Started by a former member of the BHL blog, we began by calling ourselves Radical Classical Liberals, but realized a better name: ProSocial Libertarians. We are academics with an interest in encouraging more informed, reasoned, and civil discourse outside academia as well as inside. We are political philosophers and theorists who take the original classical liberals—thinkers like John Locke, Adam Smith, and John Stuart Mill—as intellectual heroes. Much of what you’ll see on these pages will be libertarian takes on issues of social justice; much will be about civil discourse. You are likely to encounter arguments for specific views that one or more of us think follow from our classical liberal commitments. We may also argue with each other about these.
Our hopes for the blog are varied. They include showcasing the attractiveness of dynamic markets and anti-authoritarian solutions to contemporary problems, how these are often the best hope for those concerned with issues of deprivation, exclusion, and subordination, and how, far too often, government solutions are more pretense than substance. We are all concerned to show how freedom (we may disagree about what that is) goes hand in hand with prosperity for all. Putting that differently, we all recognize the value of markets and social justice on some understanding that recognizes (minimally) the basic moral equality of all human adults. Within that framework, our opinions are likely to vary considerably.
We hope to appeal to those who are curious about moral, legal, political, and social thought. While we all have our own existing biases, we hope to be able to bracket our prior beliefs and argue from acceptable premises to important conclusions—all with respectful and reasoned discussion. No doubt you will sometimes disagree with us. We hope to remain intellectually honest, open-minded, and charitable—and to show the value of those virtues.
The tag line for PSL is “Owning Civil Discourse and Social Justice.” To our way of thinking, we do own both. (For more on this, see this post by Andrew; for more about PSL generally, see this post by Jim; for more about our libertarianism, see this post by Andrew). That’s because we, like BHLs and so-called Rawlsekians or liberaltarians, are concerned with the plight of the less fortunate and because we see points of agreement and disagreement with people in both of the dominant parties—and elsewhere (including the dominant ideologies)—and are willing to honestly debate the issues on the merits. That last is sorely missing in contemporary discourse and we want to help improve that. To do so, we will be maintaining some of the rules from RCL; namely:
1. While we will likely criticize the views of others and/or their work, when we do, we will remain civil.
2. Trolls and obnoxious commenters may be banned, but only by a majority vote of the group.

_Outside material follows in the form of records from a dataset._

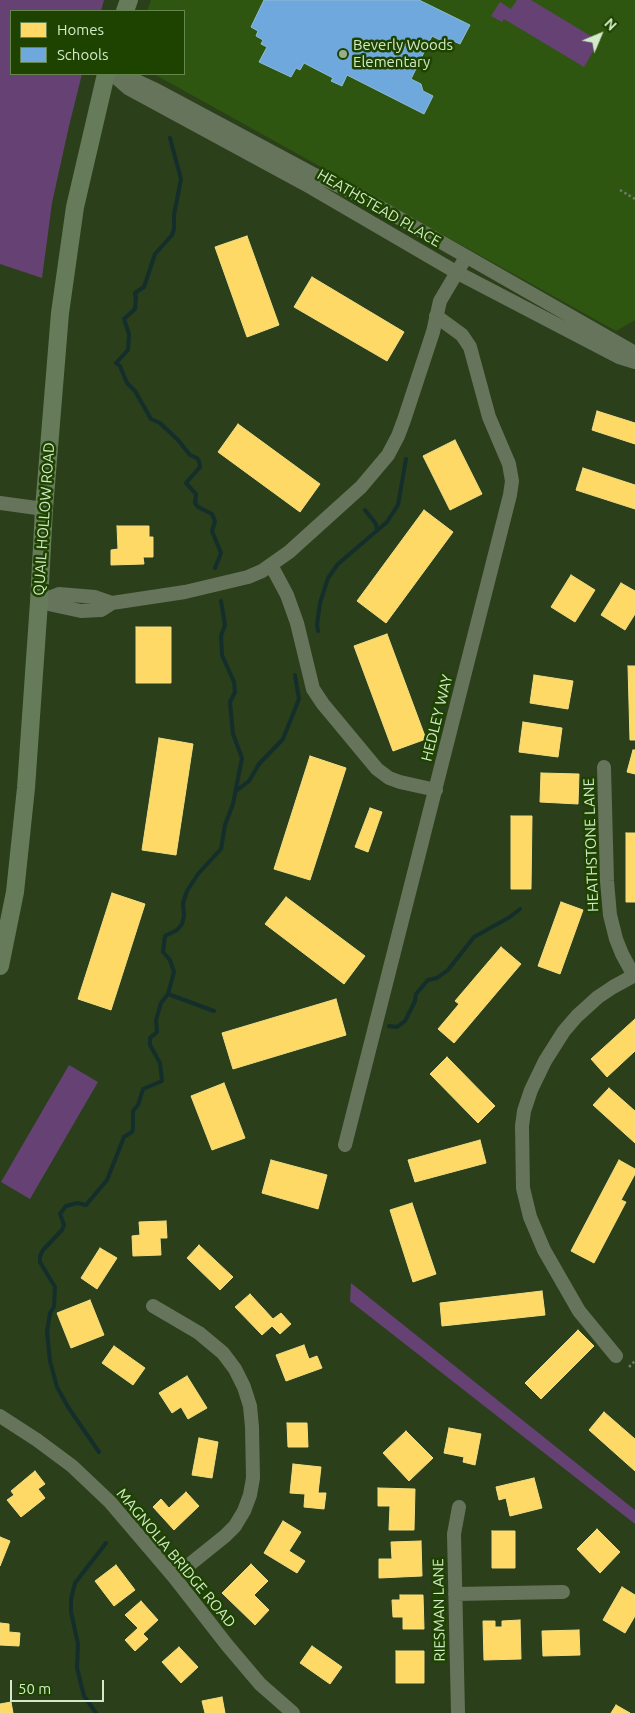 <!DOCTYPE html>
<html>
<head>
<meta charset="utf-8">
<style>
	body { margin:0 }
	#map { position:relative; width:635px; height:1713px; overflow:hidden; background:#2a3f1a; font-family:Ubuntu,sans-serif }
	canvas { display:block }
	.legend { position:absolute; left:10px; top:10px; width:175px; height:65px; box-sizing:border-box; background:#1e4300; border:1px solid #668650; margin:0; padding:6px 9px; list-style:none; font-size:15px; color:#d3eac8 }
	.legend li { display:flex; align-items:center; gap:10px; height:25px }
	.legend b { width:25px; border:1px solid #668650 }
	.north { position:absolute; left:575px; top:10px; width:50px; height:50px; -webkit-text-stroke:4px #1e4300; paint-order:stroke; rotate:45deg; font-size:14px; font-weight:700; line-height:20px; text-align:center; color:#d3eac8 }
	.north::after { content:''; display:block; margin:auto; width:18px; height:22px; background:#d3eac8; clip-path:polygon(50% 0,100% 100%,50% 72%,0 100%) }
	.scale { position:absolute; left:10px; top:1680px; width:94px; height:22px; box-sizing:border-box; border:2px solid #d3eac8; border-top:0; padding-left:6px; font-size:15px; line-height:18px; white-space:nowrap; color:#d3eac8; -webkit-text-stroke:4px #1e4300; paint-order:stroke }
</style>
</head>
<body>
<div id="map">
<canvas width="635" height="1713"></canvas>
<ul class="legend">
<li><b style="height:14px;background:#ffd966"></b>Homes</li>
<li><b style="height:14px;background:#6fa8dc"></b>Schools</li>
</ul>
<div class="north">N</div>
<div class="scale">50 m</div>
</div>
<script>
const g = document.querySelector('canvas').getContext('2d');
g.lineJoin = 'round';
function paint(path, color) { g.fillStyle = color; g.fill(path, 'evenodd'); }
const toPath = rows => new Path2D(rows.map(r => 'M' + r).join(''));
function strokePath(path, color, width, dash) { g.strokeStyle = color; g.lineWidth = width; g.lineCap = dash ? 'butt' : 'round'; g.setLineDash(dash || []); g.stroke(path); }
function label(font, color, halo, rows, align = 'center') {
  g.font = font + ' Ubuntu,sans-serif'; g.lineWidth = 5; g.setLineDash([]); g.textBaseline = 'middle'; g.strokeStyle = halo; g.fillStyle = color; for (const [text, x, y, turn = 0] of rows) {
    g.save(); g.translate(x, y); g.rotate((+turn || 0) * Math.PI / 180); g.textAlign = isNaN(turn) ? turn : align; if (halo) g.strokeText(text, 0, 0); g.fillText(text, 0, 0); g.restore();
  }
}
paint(toPath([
	[151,0,635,0,635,320,616,331,154,74,184,74,184,11,147,11]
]), '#2f5610');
paint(toPath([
	[0,0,104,0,101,11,11,11,11,74,82,74,69,126,52,203,42,278,0,264],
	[517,0,531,0,599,41,584,67,504,19,502,22,491,16,500,2,511,9],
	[69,1065,98,1082,30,1199,1,1182],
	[351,1283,635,1510,635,1524,350,1301]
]), '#654273');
const homes = toPath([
	[247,236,279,325,247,337,215,247,247,236],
	[312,277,404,332,387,361,294,307,312,277],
	[597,411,635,423,635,444,592,430,597,411],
	[238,424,320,484,300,512,218,452,238,424],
	[455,440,482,494,450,510,423,456,455,440],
	[583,468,635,485,635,509,576,490,583,468],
	[424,510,453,532,386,623,357,601,424,510],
	[117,526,149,526,149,537,153,537,153,557,143,557,144,564,111,565,111,550,118,549,117,526],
	[571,575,595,590,575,622,551,607,571,575],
	[621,583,635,591,635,614,625,630,601,615,621,583],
	[136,627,171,627,171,683,136,683,136,627],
	[387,634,426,739,393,751,354,646,387,634],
	[628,666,635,666,635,740,630,740,628,666],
	[534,675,573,681,568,709,530,703,534,675],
	[523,722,562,728,558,757,519,752,523,722],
	[159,738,193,744,176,855,142,850,159,738],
	[633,750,635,750,635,774,627,772,633,750],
	[310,756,346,768,310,880,274,869,310,756],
	[541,773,579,774,578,804,540,802,541,773],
	[370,808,382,812,368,852,355,847,370,808],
	[511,816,532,816,531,889,511,889,511,816],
	[626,833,635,833,635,902,626,902,626,833],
	[112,893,145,904,111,1010,78,999,112,893],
	[286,897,365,956,344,984,265,924,286,897],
	[561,902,583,910,560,974,538,966,561,902],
	[501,947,521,964,454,1043,438,1029,459,1004,455,1001,501,947],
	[336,999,346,1035,233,1069,222,1033,336,999],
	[635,1019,635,1051,607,1077,591,1059,635,1019],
	[447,1057,495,1106,478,1123,430,1074,447,1057],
	[224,1083,245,1138,212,1150,191,1096,224,1083],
	[609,1088,635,1111,635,1143,593,1105,609,1088],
	[480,1140,486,1163,415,1182,408,1160,480,1140],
	[271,1160,327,1175,318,1209,262,1193,271,1160],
	[619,1160,635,1169,635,1174,621,1200,626,1202,594,1263,571,1251,619,1160],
	[412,1203,436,1274,413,1282,390,1210,412,1203],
	[166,1221,167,1238,160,1238,161,1255,133,1256,132,1236,140,1235,139,1222,166,1221],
	[199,1245,233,1277,220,1290,187,1258,199,1245],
	[100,1248,117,1258,97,1289,81,1278,100,1248],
	[542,1291,545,1315,442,1326,440,1303,542,1291],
	[250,1294,273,1319,281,1313,291,1324,280,1334,272,1326,262,1335,235,1307,250,1294],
	[90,1300,104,1335,71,1348,57,1313,90,1300],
	[578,1330,594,1346,541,1399,525,1383,578,1330],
	[304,1345,309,1359,317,1356,322,1368,286,1381,276,1355,304,1345],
	[114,1346,145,1368,133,1385,102,1363,114,1346],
	[187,1376,207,1408,188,1419,181,1407,172,1413,159,1393,187,1376],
	[604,1412,635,1439,635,1471,589,1430,604,1412],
	[287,1423,307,1423,308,1447,288,1447,287,1423],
	[449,1428,481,1434,475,1465,463,1462,464,1457,444,1453,449,1428],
	[406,1431,433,1458,409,1481,383,1453,406,1431],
	[199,1438,218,1442,212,1478,192,1475,199,1438],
	[293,1464,321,1467,318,1493,326,1493,324,1509,304,1507,305,1494,290,1493,293,1464],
	[35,1471,45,1484,38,1489,45,1498,21,1517,7,1500,14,1495,11,1491,35,1471],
	[534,1478,542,1508,510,1516,506,1498,499,1500,496,1487,534,1478],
	[378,1488,415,1489,414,1530,389,1530,390,1506,378,1506,378,1488],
	[186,1492,199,1506,174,1530,153,1507,161,1499,169,1508,186,1492],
	[283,1521,301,1532,289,1551,305,1561,297,1573,264,1553,283,1521],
	[597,1529,620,1552,600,1573,577,1549,597,1529],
	[492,1531,515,1531,515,1568,492,1568,492,1531],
	[0,1537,10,1541,0,1566,0,1537],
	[421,1541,422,1576,379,1578,379,1559,392,1559,391,1542,421,1541],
	[251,1564,268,1581,254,1595,269,1610,255,1625,222,1593,251,1564],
	[116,1565,135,1590,114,1606,95,1581,116,1565],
	[622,1587,635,1595,635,1616,625,1633,603,1620,622,1587],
	[400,1595,423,1595,424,1629,403,1629,403,1617,393,1617,392,1600,400,1600,400,1595],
	[141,1601,158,1620,143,1634,148,1639,135,1651,125,1640,138,1628,125,1615,141,1601],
	[520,1620,521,1659,484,1660,483,1621,495,1621,495,1627,502,1627,502,1621,520,1620],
	[0,1623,9,1624,9,1632,20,1633,19,1646,0,1645,0,1623],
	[579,1630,580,1655,543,1656,542,1631,579,1630],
	[312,1646,342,1667,330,1684,300,1663,312,1646],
	[179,1647,198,1667,181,1683,162,1662,179,1647],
	[396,1651,424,1651,424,1683,396,1683,396,1651],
	[222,1697,225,1713,205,1713,202,1701,222,1697],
	[11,1702,13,1713,0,1713,0,1704,11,1702],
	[616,1705,630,1713,611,1713,616,1705]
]);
paint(homes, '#ffd966');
strokePath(homes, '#f2de83', 1);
const schools = toPath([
	[264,0,419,0,470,25,460,44,449,39,442,41,432,36,411,79,421,84,423,91,433,96,424,114,347,75,342,86,331,81,333,78,304,63,300,70,296,68,291,77,259,62,267,47,261,44,263,40,256,36,258,31,251,27,264,0]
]);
paint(schools, '#6fa8dc');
strokePath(schools, '#8dbcd6', 1);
strokePath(toPath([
	[170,138,181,179,174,215,174,229,172,235,155,254,144,287,135,293,136,298,135,309,124,319,129,334,128,350,116,363,120,366,127,383,135,391,151,419,160,423,178,440,190,455,197,458,199,461,200,467,186,483,196,494,195,503,198,507,212,514,215,521,212,531,221,553,215,568],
	[365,510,376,524,377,531],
	[318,631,317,625,320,603,328,578,338,564,387,522,398,505,406,459],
	[236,791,249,781,259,764,283,739,299,699,295,675],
	[168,994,214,1011],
	[389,1026,397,1027,405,1021,415,1001,416,994,428,980,437,978,448,970,474,937,510,917,520,909],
	[99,1452,68,1407,57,1387,50,1361,47,1332,50,1313,54,1307,55,1287,40,1262,40,1256,43,1250,62,1230,64,1225,60,1214,66,1206,77,1203,86,1205,107,1180,124,1137,132,1132,133,1128,133,1111,138,1105,143,1089,162,1081,160,1063,150,1045,150,1038,157,1032,156,1020,161,1003,168,994,174,972,170,960,163,952,165,936,177,930,182,924,184,916,183,903,187,891,198,874,221,849,225,825,233,804,242,758,233,734,230,702,235,692,234,682,222,655,221,636,225,625,221,601],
	[96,1713,84,1696,77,1668,78,1644,71,1612,71,1599,75,1583,106,1543]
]), '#142f2b', 4);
strokePath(toPath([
	[620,190,635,199],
	[629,1367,635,1361]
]), '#6d7b64', 2.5, [2.5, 2.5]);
strokePath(toPath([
	[112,74,128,88,305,184,456,272,619,357,635,362],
	[122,74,154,89,311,173,364,198,630,350,635,356],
	[0,503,44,509],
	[271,565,287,595,297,623,313,689,323,704,377,769,389,778,400,782,436,790],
	[39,602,59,594,95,597,112,603,185,592,248,577,262,571,289,552,361,487,388,455,398,436,404,420,433,332,440,301,466,257],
	[39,602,81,611,101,610,112,603],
	[604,767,607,881,610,915,616,939,622,954,634,976],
	[345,1145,510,495,512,481,509,464,489,417,470,347,462,335,436,316],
	[153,1306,199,1333,223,1353,235,1369,244,1387,250,1406,252,1427,253,1478,250,1495,244,1511,235,1526,225,1536,174,1577],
	[616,1356,579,1311,544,1250,530,1217,523,1188,522,1126,524,1111,531,1090,545,1061,564,1031,577,1016,598,997,613,987,635,975],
	[0,1416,37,1440,72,1466,110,1502,174,1577,227,1645,260,1684,293,1713],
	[455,1594,563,1592],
	[458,1713,454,1534,459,1507]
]), '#65745b', 14);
strokePath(toPath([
	[125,11,129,0],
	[0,966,15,892,26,788,39,602,44,509,60,313,75,207,106,74]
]), '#667b59', 18);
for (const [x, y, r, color] of [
	[343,54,5,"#98ae8b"]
]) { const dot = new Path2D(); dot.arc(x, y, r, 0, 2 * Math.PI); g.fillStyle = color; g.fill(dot); strokePath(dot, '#1e4300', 2); }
label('15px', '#d3eac8', '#1e4300', [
	["Beverly Woods",353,45],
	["Elementary",353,62]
], 'left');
label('15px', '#d3eac8', '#1e4300', [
	["HEATHSTEAD PLACE",379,208,30],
	["QUAIL HOLLOW ROAD",44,519,-86],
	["HEDLEY WAY",437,718,-76],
	["HEATHSTONE LANE",591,845,-92],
	["MAGNOLIA BRIDGE ROAD",176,1558,50],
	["RIESMAN LANE",439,1610,-91]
]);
</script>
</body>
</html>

3. We won’t have posts that are mere links to something posted elsewhere. We might post a link to something someone else wrote, along with commentary about it. We may also have posts that serve to “round-up” links to several things others have written that we think you would be interested in. We may have posts from other Substacks cross-posted
4. We’ll try to space out posts, time wise.
5. Each of us will have our own default regarding comments, but if we allow comments, we reserve the right to delete unproductive comments. Generally speaking, the point to deleting a comment will be to prevent incivility from escalating.
Note: PSL is an Amazon Affiliate. We receive a small commission if you purchase from Amazon when a link on our pages leads you there. We do not make a profit from this program. The commission is used to offset the cost of maintaining and improving the blog; any excess is donated to charity.